On 24th March, ALL DIGITAL hosted a webinar on the topic “Innovative approached to enhancing media literacy of students and teachers”. The event took place during the second week of this year’s ALL DIGITAL Weeks. It put the focus on two Erasmus+ projects for students and teachers. In AMeLiE, teachers work with their students on online hate speech through the principles of non-hostile communication, so students can learn how to analyse online messages and how to choose and promote alternative narratives in their everyday online communication. On the other hand, CrAL uses the language of cinema and moving images, with the same ultimate aim: to teach students (and teachers) to reflect on how images represent the reality around them, and how they can be used to convey a certain message or point of view.
Peter Palvolgyi, ALL DIGITAL CEO, opended the webinar with an introduction to the ALL DIGITAL Weeks campaign. Gabriela Ruseva, ALL DIGITAL Project Officer presented the event’s agenda and speakers.
The event featured some of the teachers taking part in the project. They shared their experience with the methodology and how they were able to deepen the topic of online hate speech with their students.
Katerina Lazoudi, Teacher at 2nd Lykeum of Xanthi in Greece, stating that: “Our goal was to take on the concept of empathy, sympathy, through free dialogue, and group play. The students were concerned about the violence that exists in such a strong form in society and the anger that leads people to verbal (and not only) violence. They realized that they could find themselves in position to be bullied or intimidated by other classmates, if they do not have empathy”. Students realized the importance of being able to put themselves in other’s shoes thanks to the programme. Anestis Exaftopoulos also teacher, and deputy director, at 2nd Lykeum of Xanth in Greece, talked about what he was working on with his students: “We are preparing our own educational material based on the AMeLiE lesson plans. We are going to test it and then we will upload it on the AMeLiE platform. We used the lesson plans to make digital lesson with the Learning Management System (LMS) Moodle, so that we can have students enrol in this lesson, and so that they can cooperate and with each other”.
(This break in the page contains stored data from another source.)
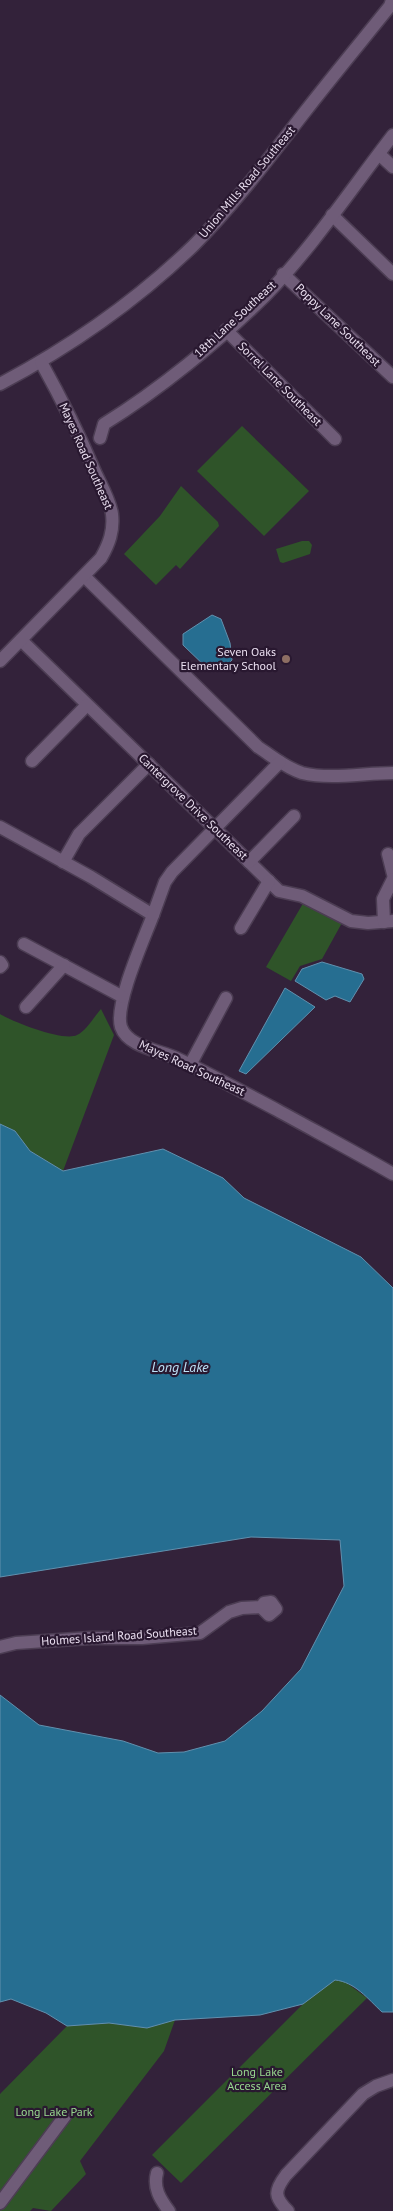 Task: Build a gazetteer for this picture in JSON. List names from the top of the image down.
{
  "streets": {
    "street": [
      "Union Mills Road Southeast",
      "18th Lane Southeast",
      "Poppy Lane Southeast",
      "Sorrel Lane Southeast",
      "Mayes Road Southeast",
      "Cantergrove Drive Southeast",
      "Holmes Island Road Southeast"
    ]
  },
  "crossings": [
    ["Union Mills Road Southeast", "Mayes Road Southeast"],
    ["18th Lane Southeast", "Poppy Lane Southeast"],
    ["18th Lane Southeast", "Sorrel Lane Southeast"],
    ["Mayes Road Southeast", "Cantergrove Drive Southeast"]
  ],
  "water": ["Long Lake"],
  "parks": ["Long Lake Access Area", "Long Lake Park"],
  "places": ["Seven Oaks Elementary School"]
} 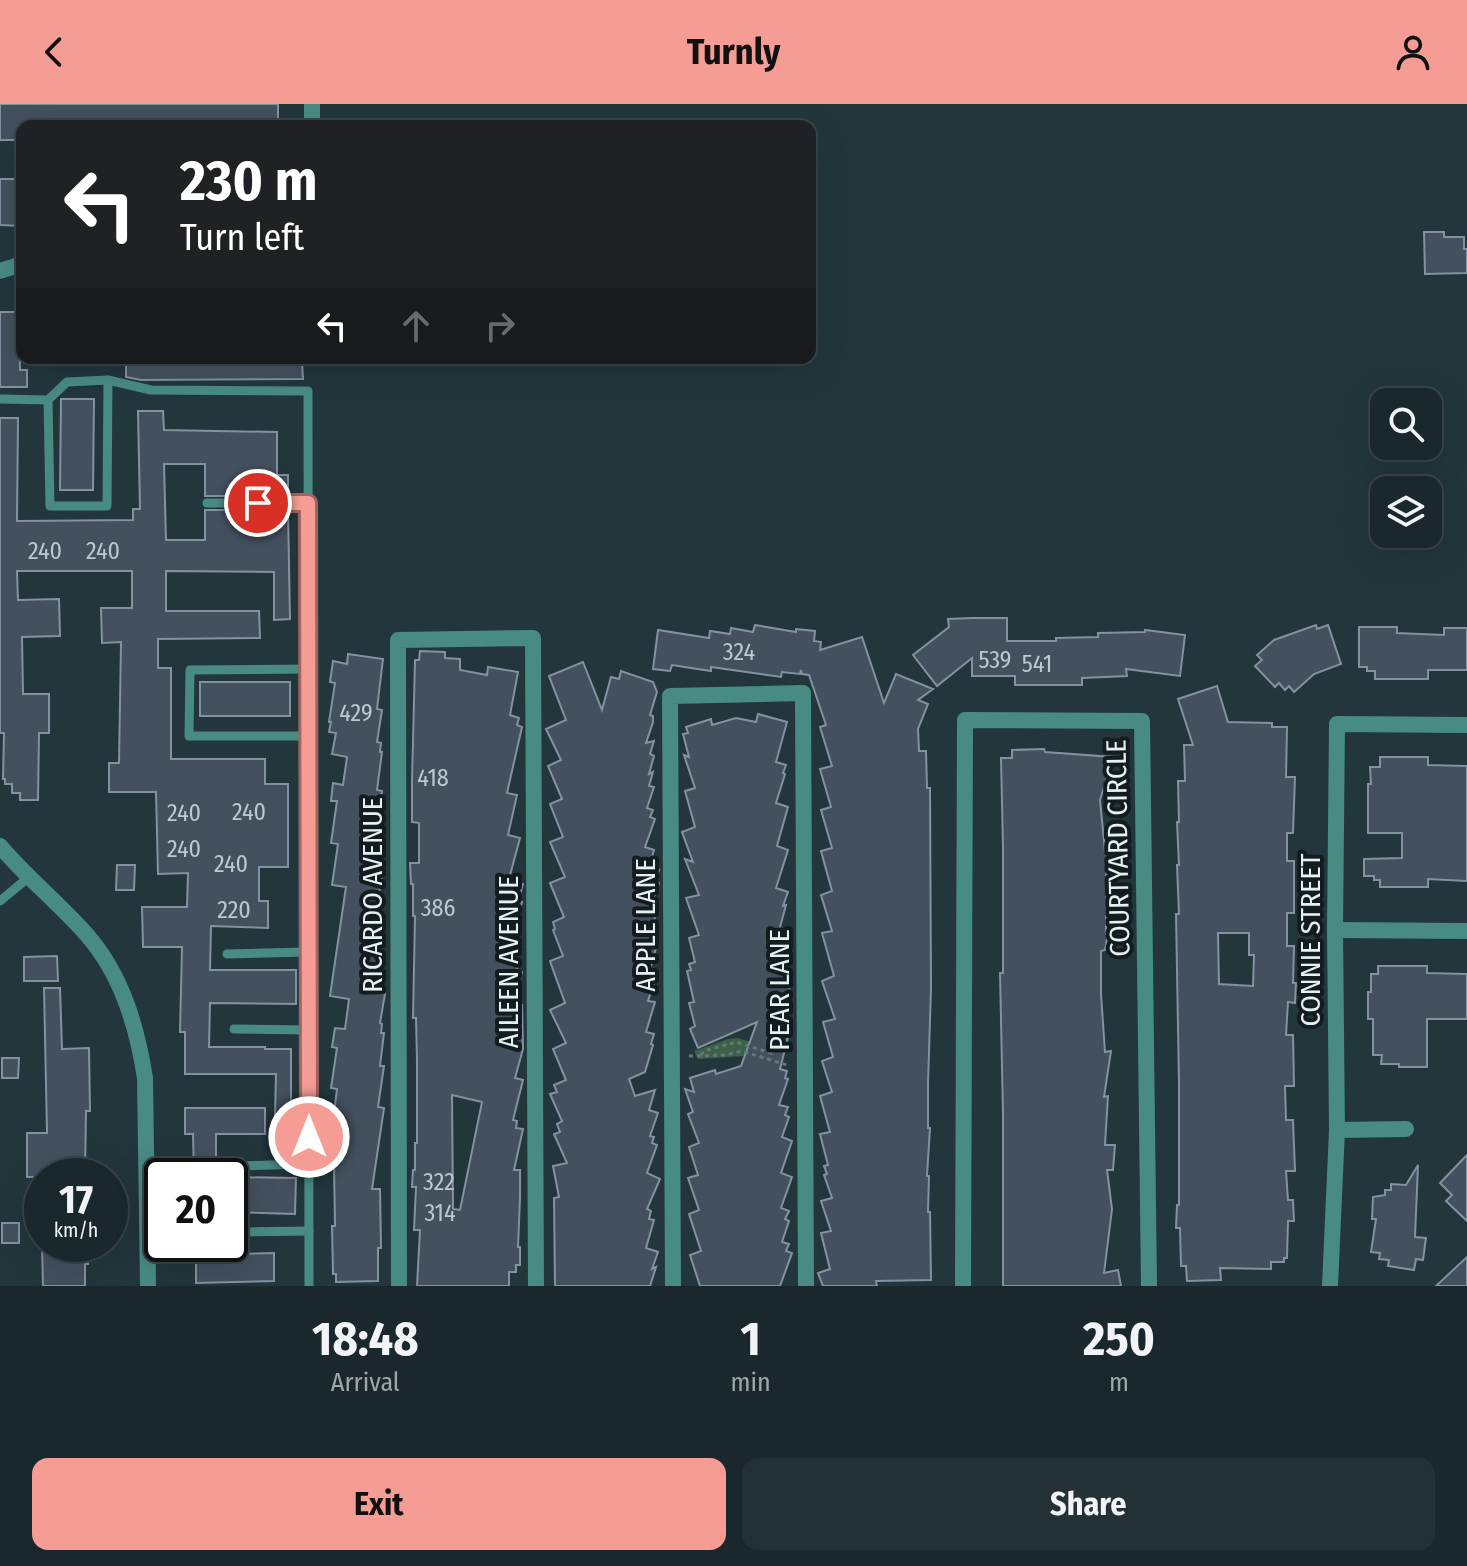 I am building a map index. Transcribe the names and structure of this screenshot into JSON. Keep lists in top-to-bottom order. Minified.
{"streets":{"street":["COURTYARD CIRCLE","RICARDO AVENUE","APPLE LANE","CONNIE STREET","AILEEN AVENUE","PEAR LANE"]},"crossings":[["RICARDO AVENUE","AILEEN AVENUE"],["APPLE LANE","PEAR LANE"]],"house_numbers":["240","240","324","539","541","429","418","240","240","240","240","386","220","322","314"],"page":{"header":"Turnly","turn":["230 m","Turn left"],"speed":"17 km/h","limit":"20","eta":["18:48","Arrival","1","min","250","m"],"buttons":["Exit","Share"]}} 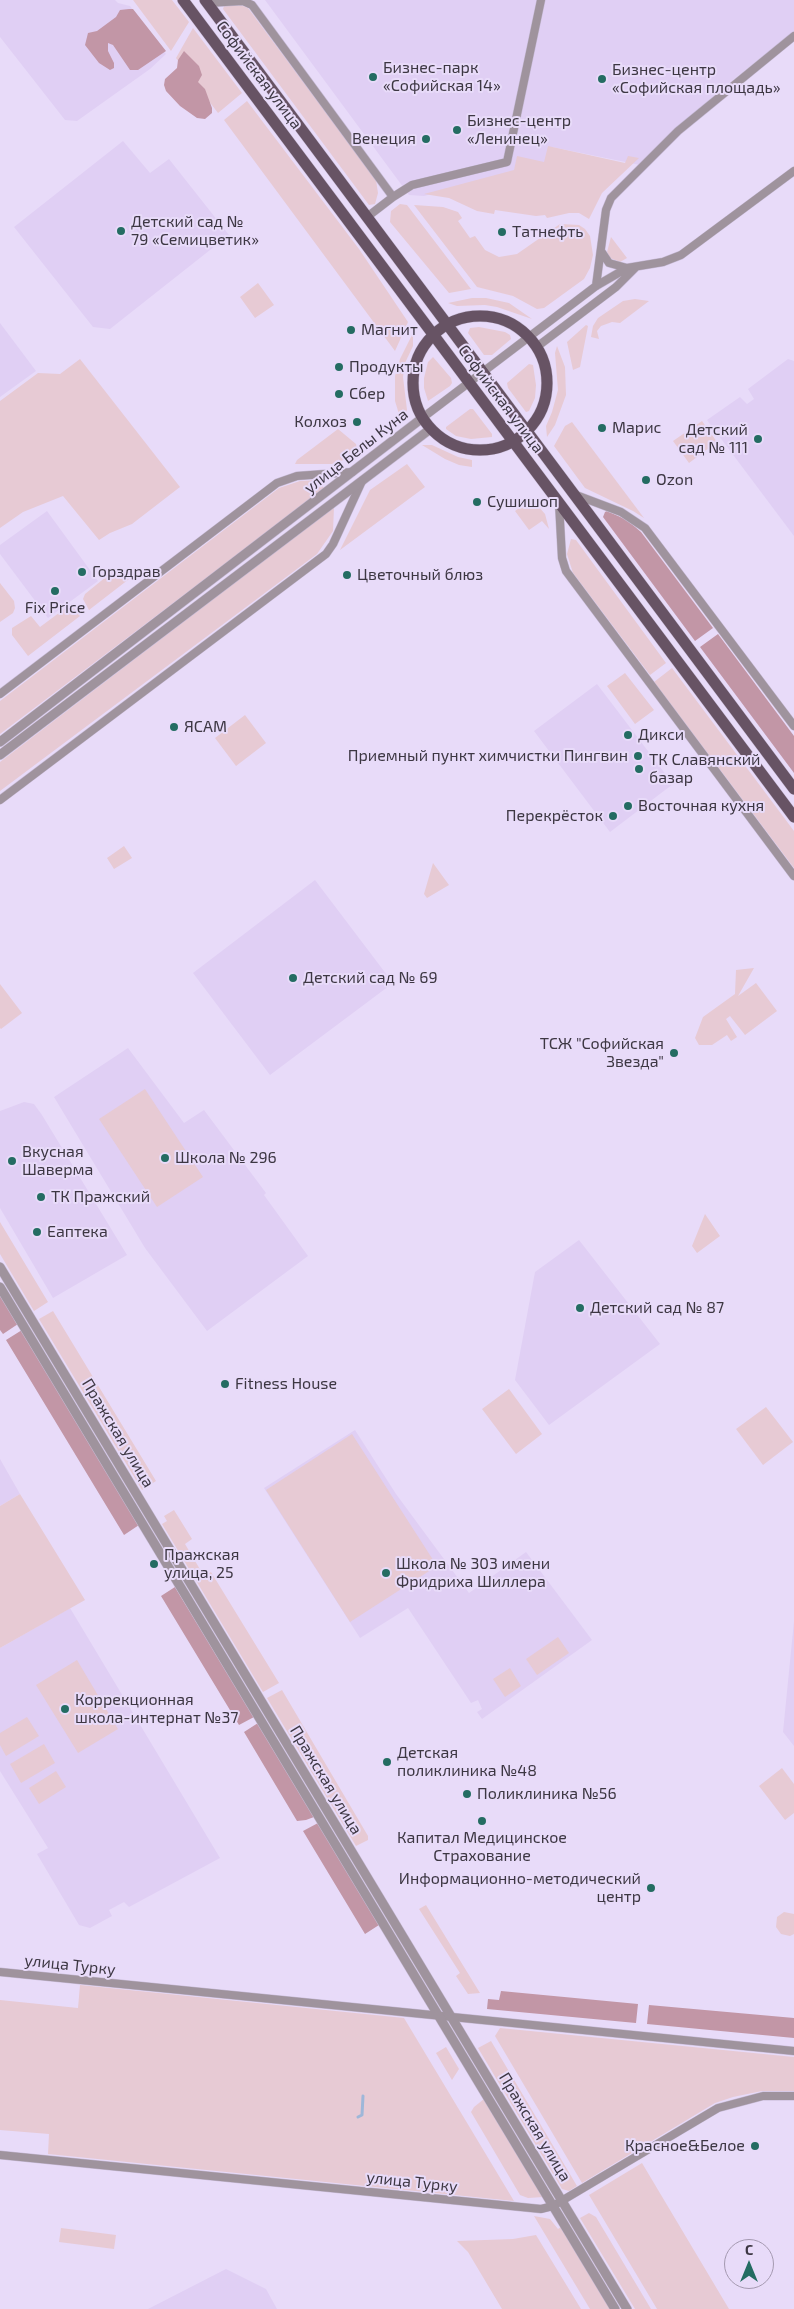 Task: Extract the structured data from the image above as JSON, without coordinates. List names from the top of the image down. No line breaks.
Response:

Another testimony of the work carried out in the classroom was brought by Corina Maliara, teacher of the experimental school of Isobel University Thessaloniki, who said: “We watched the video as an introduction, then we moved on to the PowerPoint presentation on the platform, related to the manifesto. It explains and exemplifies the principles of the manifesto. Lastly, the students formed groups, and worked on creating a product to promote one of the Manifesto’s principles”.
The last teacher to speak was Anca Tulugea, who confessed that at the beginning she was a little sceptical about her students’ reactions. Despite of what she expected, the students collaborated to create posters and videos about the use of words online that can hurt others. She showed some of the posters created by the students.
Gabriela Ruseva described the other best practice in focus of the webinar – the creative audiovisual labs (CrAL project). The main product of the project is the innovative educational methodology on how to set up creative audiovisual labs in schools. In these It is a project in which teachers and trainers from Croatia, Greece, Italy, Lithuania, and Spain will be trained in the methodology, which they will then test in their classrooms with high school students. Another Manifesto, with 10 principles on how to foster creativity, has been drawn from the methodology. In the words of Annio Gioacchino Stasi, Italian film director and educator, “the methodology is trying to show the link between images and words. Working with images implies intellectual and above all human honesty. We see the effects of the images that confuse, lie, destroy, and unfortunately, at times convince”. The methodology proposed aims to create an “Audiovisual Literacy” programme that is not a training in marketing but fosters critical and out-of-the box thinking.